It’s important to figure out whether a company that is about to list is a good investment proposition. Here are five questions to ask when you are presented with a Prospectus.
1. Why are they raising the money?
There are lots of good reasons why company managements offer shares, also known as equity, in new floats, but there are also some shaky ones out there too.
Are new shareholders going to be paying out previous shareholders rather than helping to grow the business?
The prospectus must identify where the money is going. If there is a vendor involved, that’s not an instant negative, but it would be better if they retained some skin in the game. Say a prospector is selling down an interest in a gold discovery. It’s absolutely usual for bigger companies to “farm in” as they call it, to mining prospects so they can be properly developed but you’d hope the original finder remains at least a minority shareholder.
2. Does the stock have an earnings record?
A lot of small miners don’t, which is why they are raising the money, but most industrial capital raisings should have some runs on the board. It’s no disaster if they’ve been reporting losses: almost all startups do that because of their set-up costs.
Even new issues involving smartphone apps and software will have accumulated losses at that point.
What you should look for in that case is that the losses should soon convert into profits. Back when the Chinese economy was being opened up in the 1990s many company promoters got carried away by assuming it was theoretically possible to sell one example of the new product to everyone in China. It was called the Billion Armpit theory. I remember with shame riding a front wheel drive bicycle around the foyer of a big Sydney hotel at that time, and hearing how it was going to revolutionize life in rural China. It had two gears, the higher one activated by pedaling backwards.
Last I looked, Chinese cyclists were still using rear wheel drive and the front wheel drive bike was lost in the mists of history. And no doubt the investors’ money went with it.
3. Do you understand the product?
Investment guru Warren Buffett always says if you can’t work out what it is doing, stay away, as lots of other people will have the same problem. He’s right.
That’s always going to be a headache with technology stocks but their promoters are no longer selling the blue sky in the way they did until the “tech wreck’’ of 2000. Promoters know that investors won’t fall for guff that makes their eyeballs throb, so if they have a good product they must explain it in simple terms.
Don’t just go for household names because you have heard of them. Two of the least exciting floats in recent years have been Myer and Dick Smith. They gave a bad name to the private equity industry, which in both cases was selling out after supposedly adding value to the businesses.
Dick Smith’s management is currently having to explain to the administrators why they bought 12 years’ supplies of batteries from the manufacturers then claimed the rebates from the manufacturers as profits, before they‘d actually sold the batteries.

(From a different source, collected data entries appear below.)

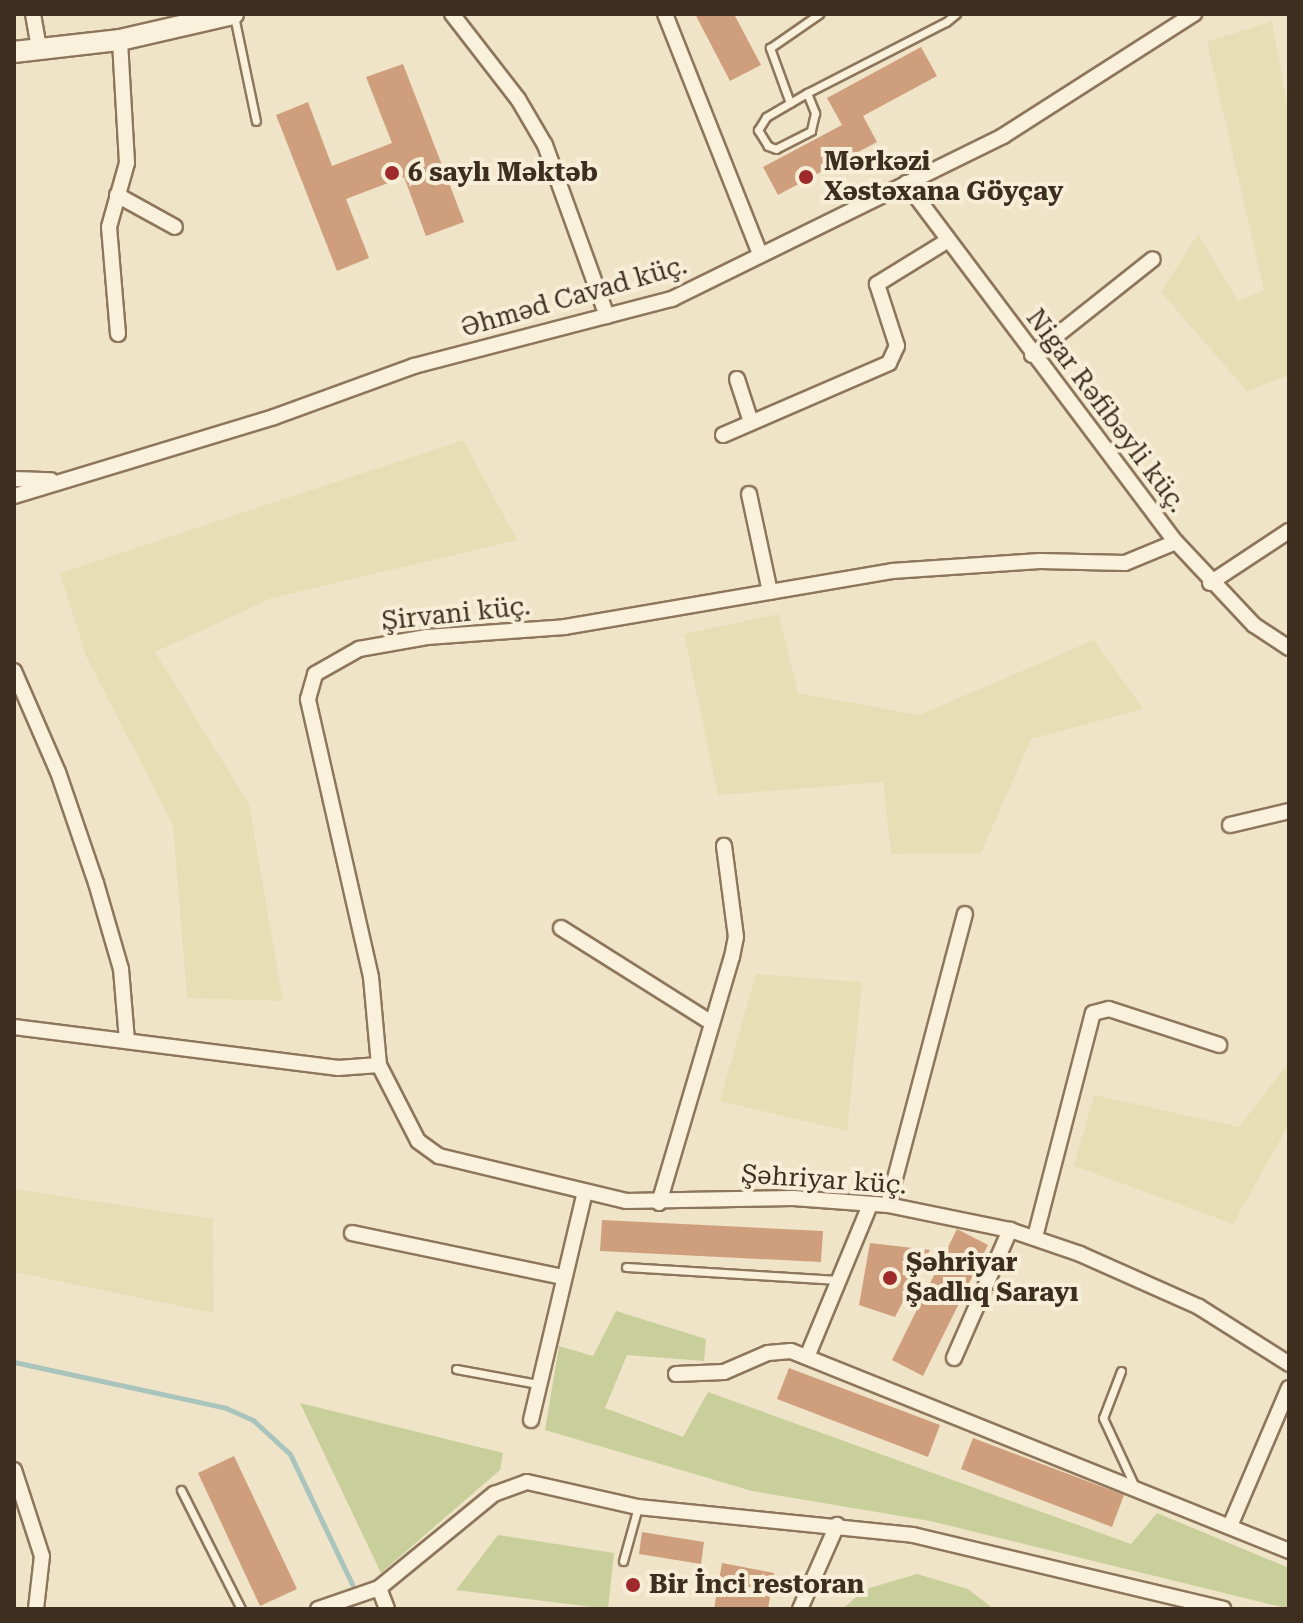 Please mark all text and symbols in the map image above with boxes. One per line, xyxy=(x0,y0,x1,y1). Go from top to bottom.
place label: Mərkəzi Xəstəxana Göyçay xyxy=(824,146,1063,208)
place label: 6 saylı Məktəb xyxy=(408,157,598,189)
marker: 6 saylı Məktəb xyxy=(383,164,401,182)
marker: Mərkəzi Xəstəxana Göyçay xyxy=(795,166,817,188)
street label: Əhməd Cavad küç. xyxy=(457,250,691,344)
street label: Nigar Rəfibəyli küç. xyxy=(1019,303,1193,519)
street label: Şirvani küç. xyxy=(380,591,532,637)
street label: Şəhriyar küç. xyxy=(740,1159,908,1201)
place label: Şəhriyar Şadlıq Sarayı xyxy=(906,1247,1078,1308)
marker: Şəhriyar Şadlıq Sarayı xyxy=(881,1269,899,1287)
place label: Bir İnci restoran xyxy=(649,1569,864,1601)
marker: Bir İnci restoran xyxy=(624,1576,642,1594) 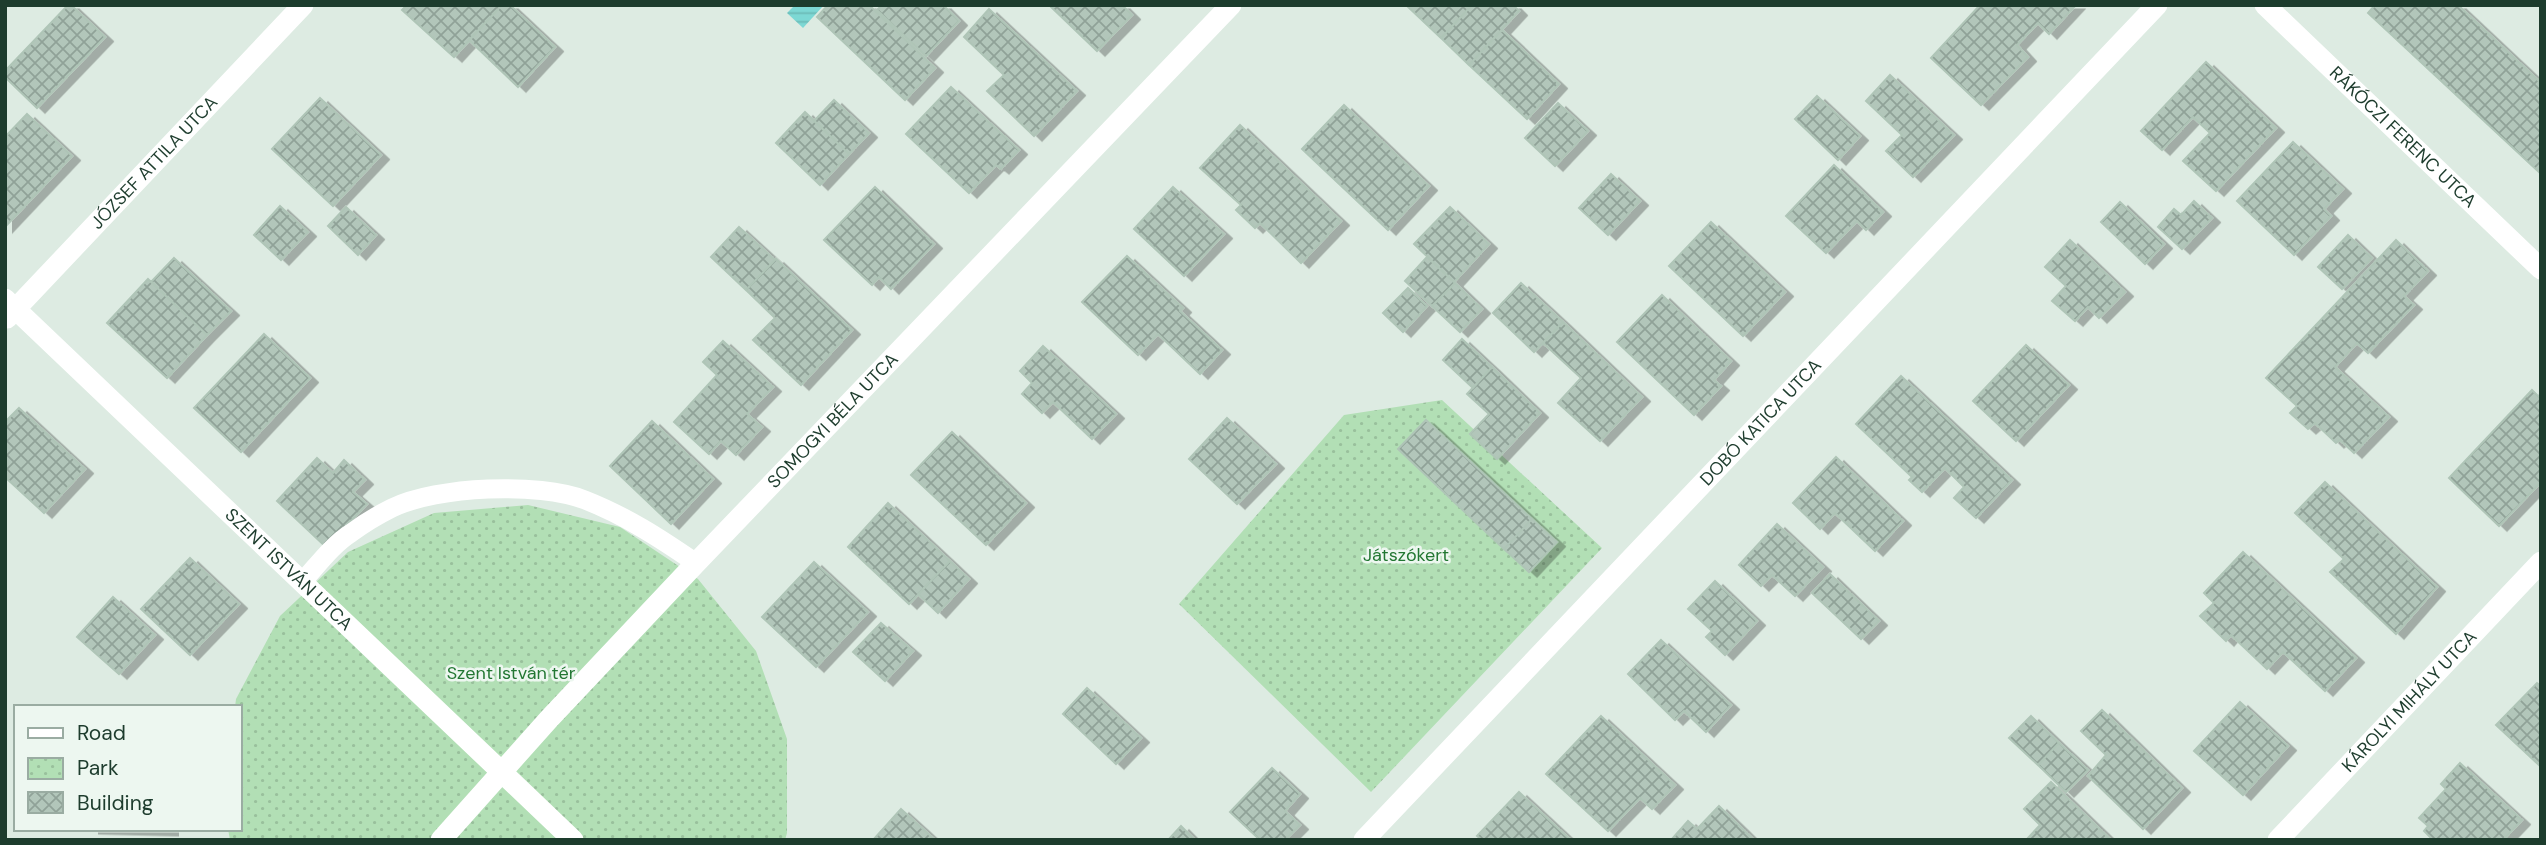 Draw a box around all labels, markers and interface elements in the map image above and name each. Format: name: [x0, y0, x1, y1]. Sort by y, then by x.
street label: RÁKÓCZI FERENC UTCA: [2324, 61, 2482, 213]
street label: JÓZSEF ATTILA UTCA: [85, 91, 223, 234]
street label: SOMOGYI BÉLA UTCA: [762, 348, 903, 493]
street label: DOBÓ KATICA UTCA: [1695, 354, 1827, 491]
street label: SZENT ISTVÁN UTCA: [220, 503, 358, 636]
park label: Játszókert: [1363, 543, 1449, 567]
street label: KÁROLYI MIHÁLY UTCA: [2336, 625, 2482, 777]
park label: Szent István tér: [447, 661, 576, 685]
legend: [14, 705, 242, 831]
text: Road: [77, 719, 126, 747]
text: Park: [77, 754, 119, 782]
text: Building: [77, 789, 154, 817]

Myer’s looking a lot better at around $1.30 now than it was in 2015 when the shares dropped as low as 83 cents, but even now it’s a long way south of the $3.90 a share price that investors paid back in 2009 when the company was re-floated.
4. Don’t assume that because you don’t fancy some new device, that others won’t.
I’m not given to jumping out of perfectly good aeroplanes, but one of the more successful new floats of recent times was Indoor Skydive Australia Ltd, which uses a blast of air from below to imitate the action of falling through space. The shares came on at 30 cents in late 2013 and even though they are only about 10 cents above issue price now, they cracked 70 cents in the interim, thus doubling the original investors’ money.
5. Companies are nothing but a group of people who you hope are working together for the benefit of shareholders.
Have a look at the lists of people shown in the prospectus as directors and managers. Some small companies combine both roles in an executive chairman which saves money but leaves a lot of power with one person. Ask any of your friends who might know this person, and Google them. Do your due diligence on them, as the old phrase goes. One piece of negative press may be a blip or a misunderstanding but a clutch of negative articles in different publications may be something else entirely.